Available records:
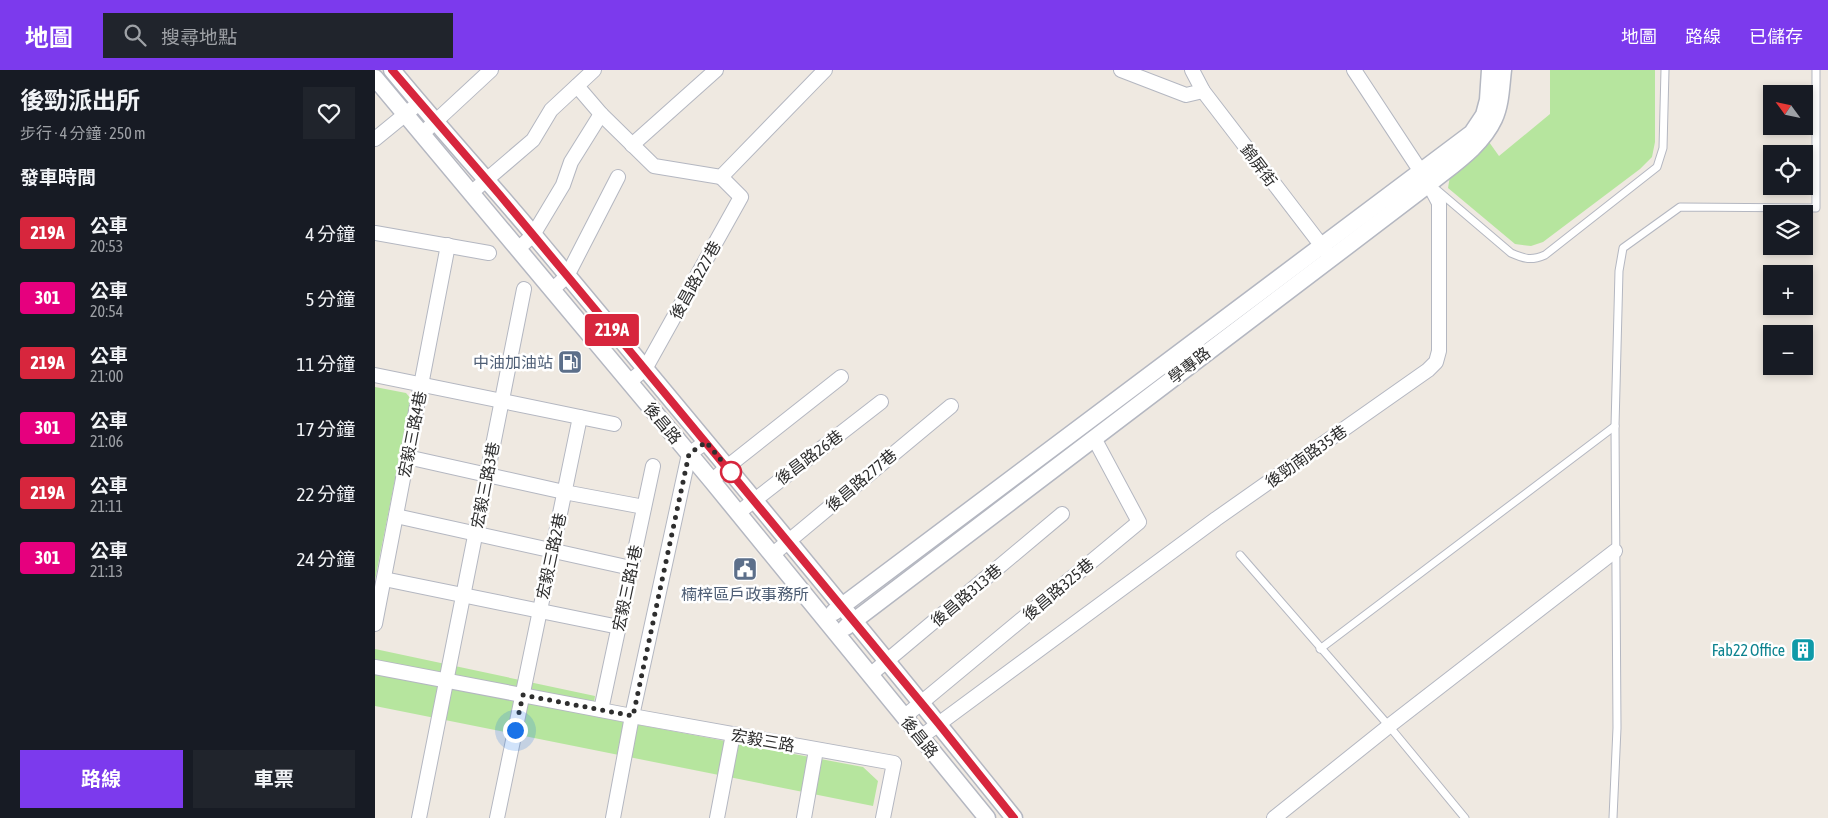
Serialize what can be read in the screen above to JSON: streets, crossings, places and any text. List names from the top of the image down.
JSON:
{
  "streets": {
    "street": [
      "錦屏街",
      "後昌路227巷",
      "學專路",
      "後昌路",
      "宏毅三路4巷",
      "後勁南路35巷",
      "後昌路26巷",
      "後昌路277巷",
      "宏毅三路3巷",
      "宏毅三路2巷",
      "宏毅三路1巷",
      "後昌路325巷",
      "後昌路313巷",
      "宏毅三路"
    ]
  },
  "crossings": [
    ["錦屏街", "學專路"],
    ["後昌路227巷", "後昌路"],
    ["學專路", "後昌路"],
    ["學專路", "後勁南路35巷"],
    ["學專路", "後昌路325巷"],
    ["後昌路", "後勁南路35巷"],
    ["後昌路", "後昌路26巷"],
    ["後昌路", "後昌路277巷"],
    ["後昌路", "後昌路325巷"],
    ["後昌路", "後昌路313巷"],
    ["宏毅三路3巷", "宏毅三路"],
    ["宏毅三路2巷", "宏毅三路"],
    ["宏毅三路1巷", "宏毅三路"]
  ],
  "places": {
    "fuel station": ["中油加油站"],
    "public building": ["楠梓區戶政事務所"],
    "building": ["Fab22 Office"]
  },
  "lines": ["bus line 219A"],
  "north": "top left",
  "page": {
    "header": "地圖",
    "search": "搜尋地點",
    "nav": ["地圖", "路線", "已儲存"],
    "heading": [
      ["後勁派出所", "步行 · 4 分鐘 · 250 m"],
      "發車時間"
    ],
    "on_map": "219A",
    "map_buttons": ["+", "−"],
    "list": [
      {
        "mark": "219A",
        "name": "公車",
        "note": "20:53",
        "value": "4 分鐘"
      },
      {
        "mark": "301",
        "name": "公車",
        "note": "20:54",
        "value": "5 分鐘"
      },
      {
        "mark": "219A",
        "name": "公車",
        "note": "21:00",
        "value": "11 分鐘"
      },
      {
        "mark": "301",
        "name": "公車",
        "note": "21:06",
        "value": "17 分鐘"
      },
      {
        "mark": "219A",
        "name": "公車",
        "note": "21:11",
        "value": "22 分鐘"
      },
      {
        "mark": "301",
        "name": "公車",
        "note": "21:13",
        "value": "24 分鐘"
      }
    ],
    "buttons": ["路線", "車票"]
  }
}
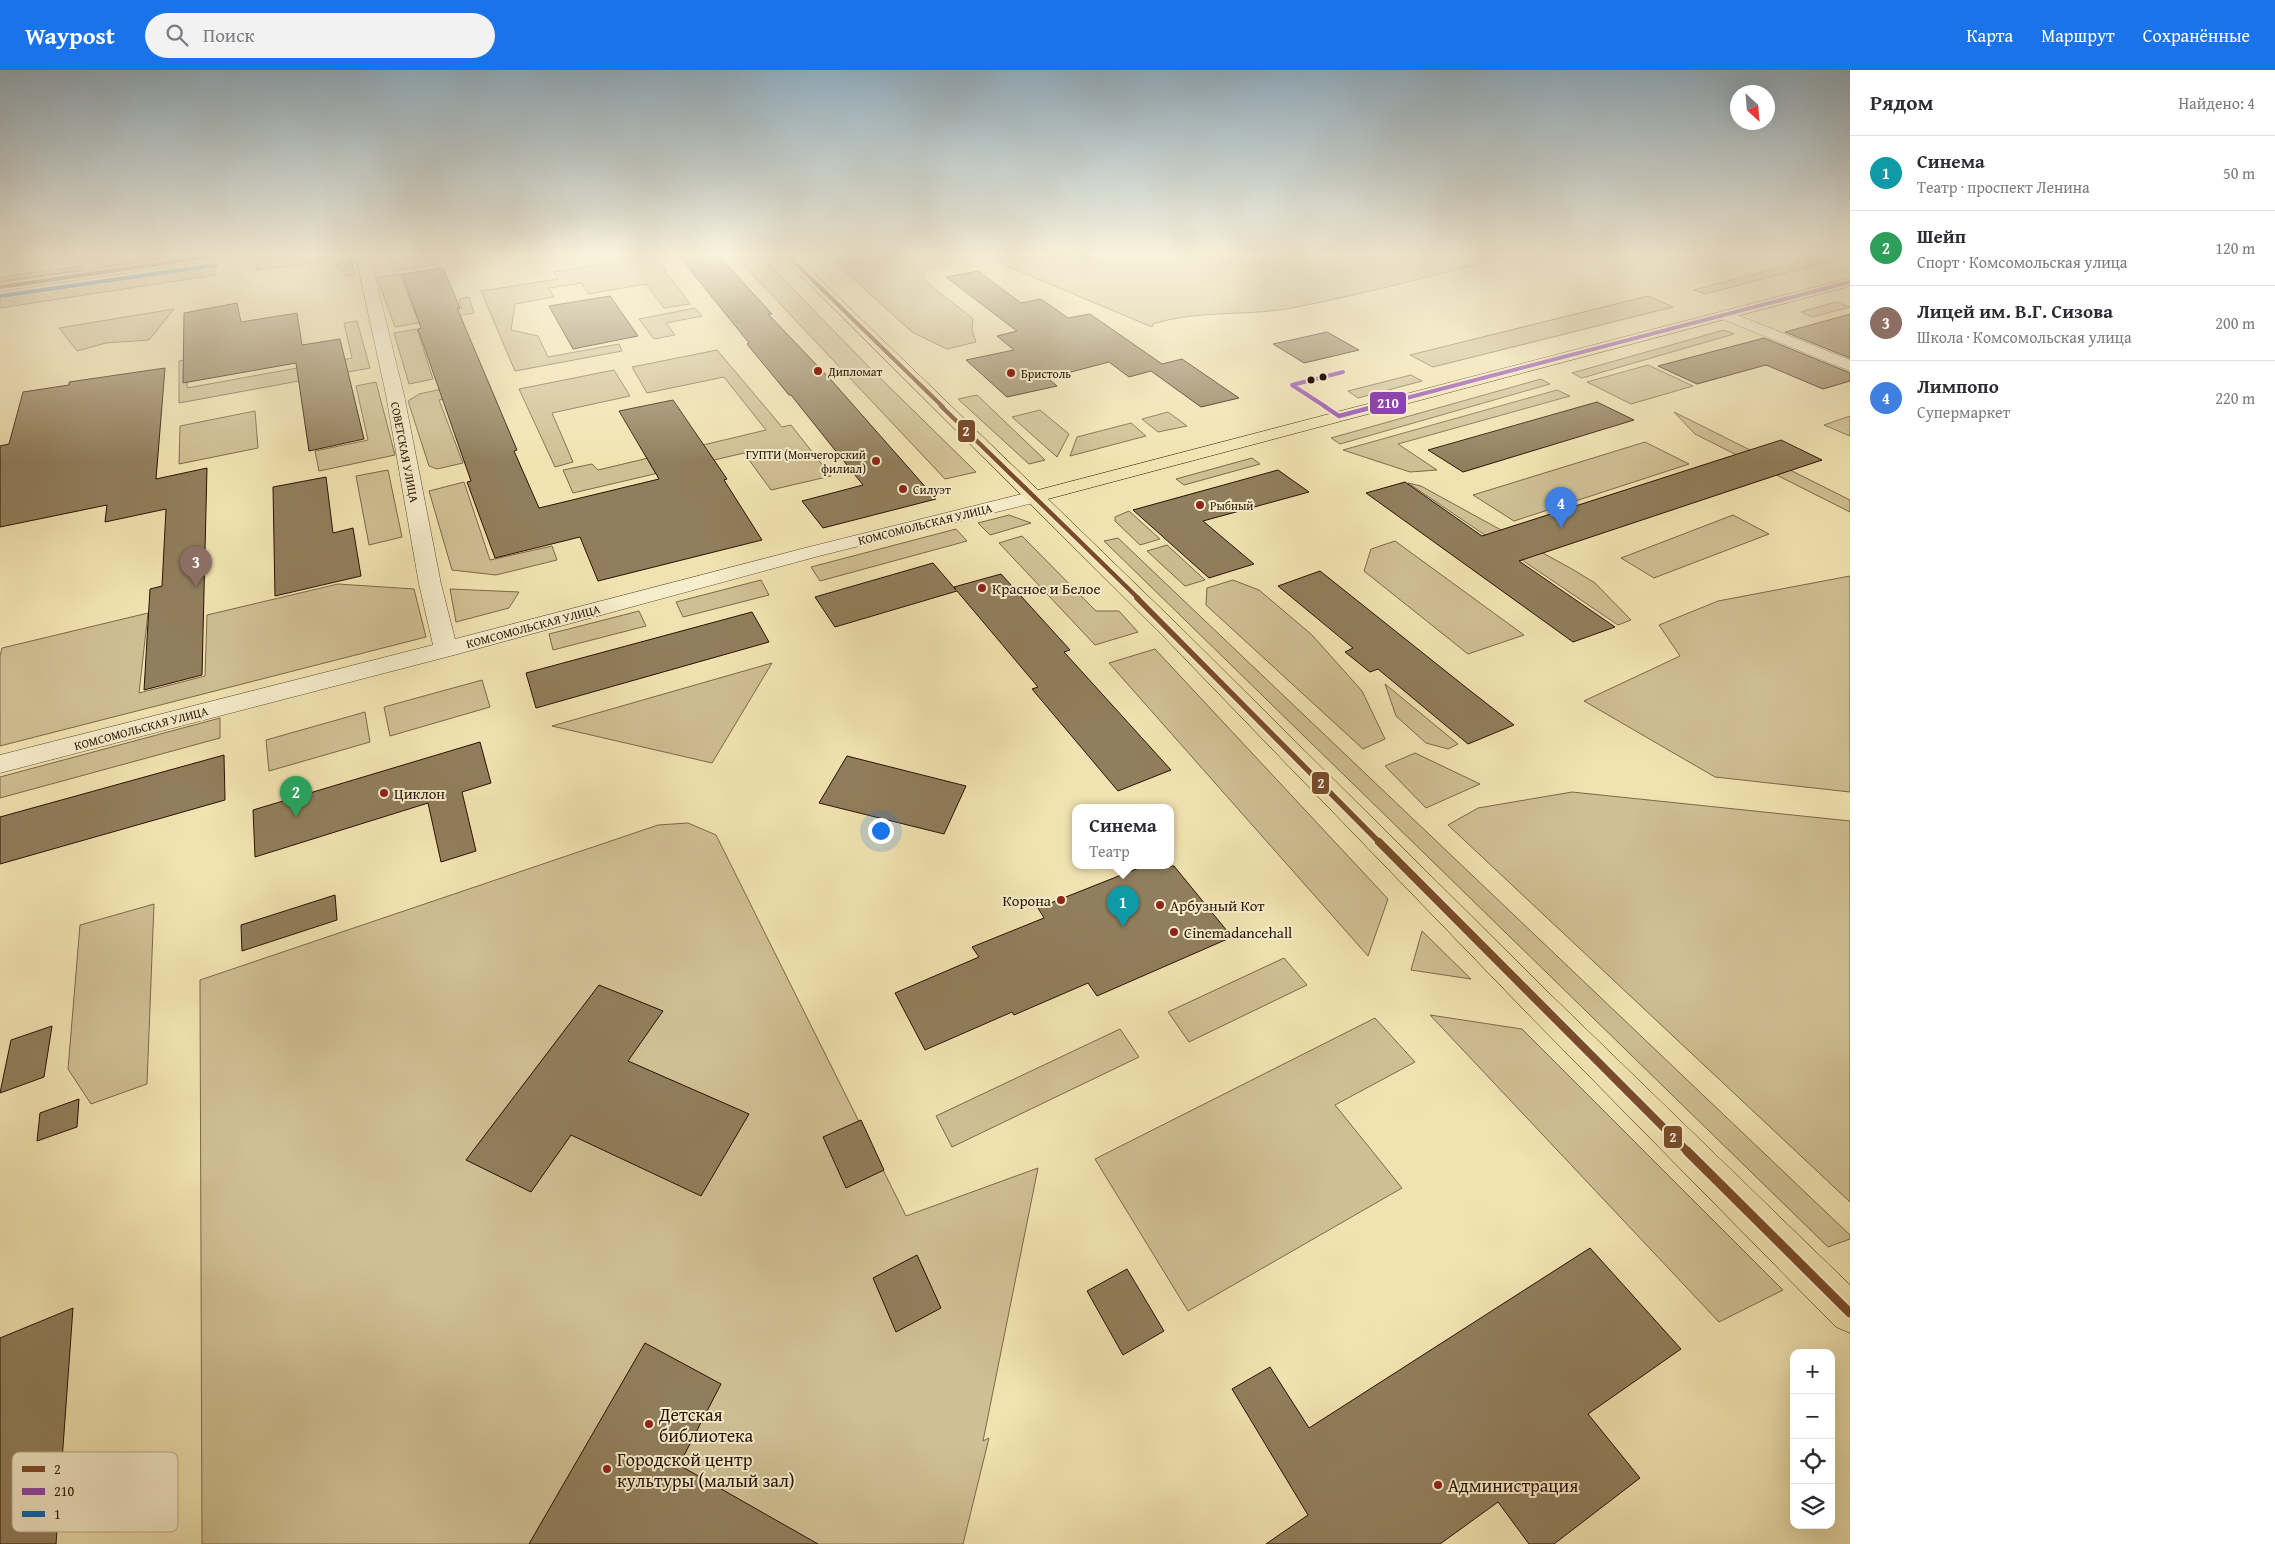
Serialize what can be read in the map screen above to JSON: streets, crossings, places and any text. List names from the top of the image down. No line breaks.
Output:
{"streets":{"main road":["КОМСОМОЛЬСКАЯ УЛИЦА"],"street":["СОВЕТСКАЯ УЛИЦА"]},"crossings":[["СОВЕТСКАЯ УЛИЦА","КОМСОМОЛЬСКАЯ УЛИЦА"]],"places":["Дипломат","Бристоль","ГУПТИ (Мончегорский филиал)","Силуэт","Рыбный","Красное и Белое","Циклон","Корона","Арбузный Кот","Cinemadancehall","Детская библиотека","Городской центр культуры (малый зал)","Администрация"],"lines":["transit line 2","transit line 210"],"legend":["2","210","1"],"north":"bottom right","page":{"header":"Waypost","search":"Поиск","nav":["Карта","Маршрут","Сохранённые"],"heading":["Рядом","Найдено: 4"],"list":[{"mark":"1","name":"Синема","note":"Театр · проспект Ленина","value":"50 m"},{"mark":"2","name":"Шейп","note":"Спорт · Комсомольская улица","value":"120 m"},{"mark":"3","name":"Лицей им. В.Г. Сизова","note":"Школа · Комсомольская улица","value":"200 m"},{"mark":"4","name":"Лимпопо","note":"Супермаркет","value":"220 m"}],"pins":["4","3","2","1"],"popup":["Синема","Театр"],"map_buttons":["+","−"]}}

What is being asked:
Each entry above is to be written out again unchanged, apart from the pictures, which are left out.

Answer section:
Serialize what can be read in the screen above to JSON: streets, crossings, places and any text. List names from the top of the image down.
JSON:
{
  "streets": {
    "street": [
      "錦屏街",
      "後昌路227巷",
      "學專路",
      "後昌路",
      "宏毅三路4巷",
      "後勁南路35巷",
      "後昌路26巷",
      "後昌路277巷",
      "宏毅三路3巷",
      "宏毅三路2巷",
      "宏毅三路1巷",
      "後昌路325巷",
      "後昌路313巷",
      "宏毅三路"
    ]
  },
  "crossings": [
    ["錦屏街", "學專路"],
    ["後昌路227巷", "後昌路"],
    ["學專路", "後昌路"],
    ["學專路", "後勁南路35巷"],
    ["學專路", "後昌路325巷"],
    ["後昌路", "後勁南路35巷"],
    ["後昌路", "後昌路26巷"],
    ["後昌路", "後昌路277巷"],
    ["後昌路", "後昌路325巷"],
    ["後昌路", "後昌路313巷"],
    ["宏毅三路3巷", "宏毅三路"],
    ["宏毅三路2巷", "宏毅三路"],
    ["宏毅三路1巷", "宏毅三路"]
  ],
  "places": {
    "fuel station": ["中油加油站"],
    "public building": ["楠梓區戶政事務所"],
    "building": ["Fab22 Office"]
  },
  "lines": ["bus line 219A"],
  "north": "top left",
  "page": {
    "header": "地圖",
    "search": "搜尋地點",
    "nav": ["地圖", "路線", "已儲存"],
    "heading": [
      ["後勁派出所", "步行 · 4 分鐘 · 250 m"],
      "發車時間"
    ],
    "on_map": "219A",
    "map_buttons": ["+", "−"],
    "list": [
      {
        "mark": "219A",
        "name": "公車",
        "note": "20:53",
        "value": "4 分鐘"
      },
      {
        "mark": "301",
        "name": "公車",
        "note": "20:54",
        "value": "5 分鐘"
      },
      {
        "mark": "219A",
        "name": "公車",
        "note": "21:00",
        "value": "11 分鐘"
      },
      {
        "mark": "301",
        "name": "公車",
        "note": "21:06",
        "value": "17 分鐘"
      },
      {
        "mark": "219A",
        "name": "公車",
        "note": "21:11",
        "value": "22 分鐘"
      },
      {
        "mark": "301",
        "name": "公車",
        "note": "21:13",
        "value": "24 分鐘"
      }
    ],
    "buttons": ["路線", "車票"]
  }
}
Serialize what can be read in the map screen above to JSON: streets, crossings, places and any text. List names from the top of the image down. No line breaks.
Output:
{"streets":{"main road":["КОМСОМОЛЬСКАЯ УЛИЦА"],"street":["СОВЕТСКАЯ УЛИЦА"]},"crossings":[["СОВЕТСКАЯ УЛИЦА","КОМСОМОЛЬСКАЯ УЛИЦА"]],"places":["Дипломат","Бристоль","ГУПТИ (Мончегорский филиал)","Силуэт","Рыбный","Красное и Белое","Циклон","Корона","Арбузный Кот","Cinemadancehall","Детская библиотека","Городской центр культуры (малый зал)","Администрация"],"lines":["transit line 2","transit line 210"],"legend":["2","210","1"],"north":"bottom right","page":{"header":"Waypost","search":"Поиск","nav":["Карта","Маршрут","Сохранённые"],"heading":["Рядом","Найдено: 4"],"list":[{"mark":"1","name":"Синема","note":"Театр · проспект Ленина","value":"50 m"},{"mark":"2","name":"Шейп","note":"Спорт · Комсомольская улица","value":"120 m"},{"mark":"3","name":"Лицей им. В.Г. Сизова","note":"Школа · Комсомольская улица","value":"200 m"},{"mark":"4","name":"Лимпопо","note":"Супермаркет","value":"220 m"}],"pins":["4","3","2","1"],"popup":["Синема","Театр"],"map_buttons":["+","−"]}}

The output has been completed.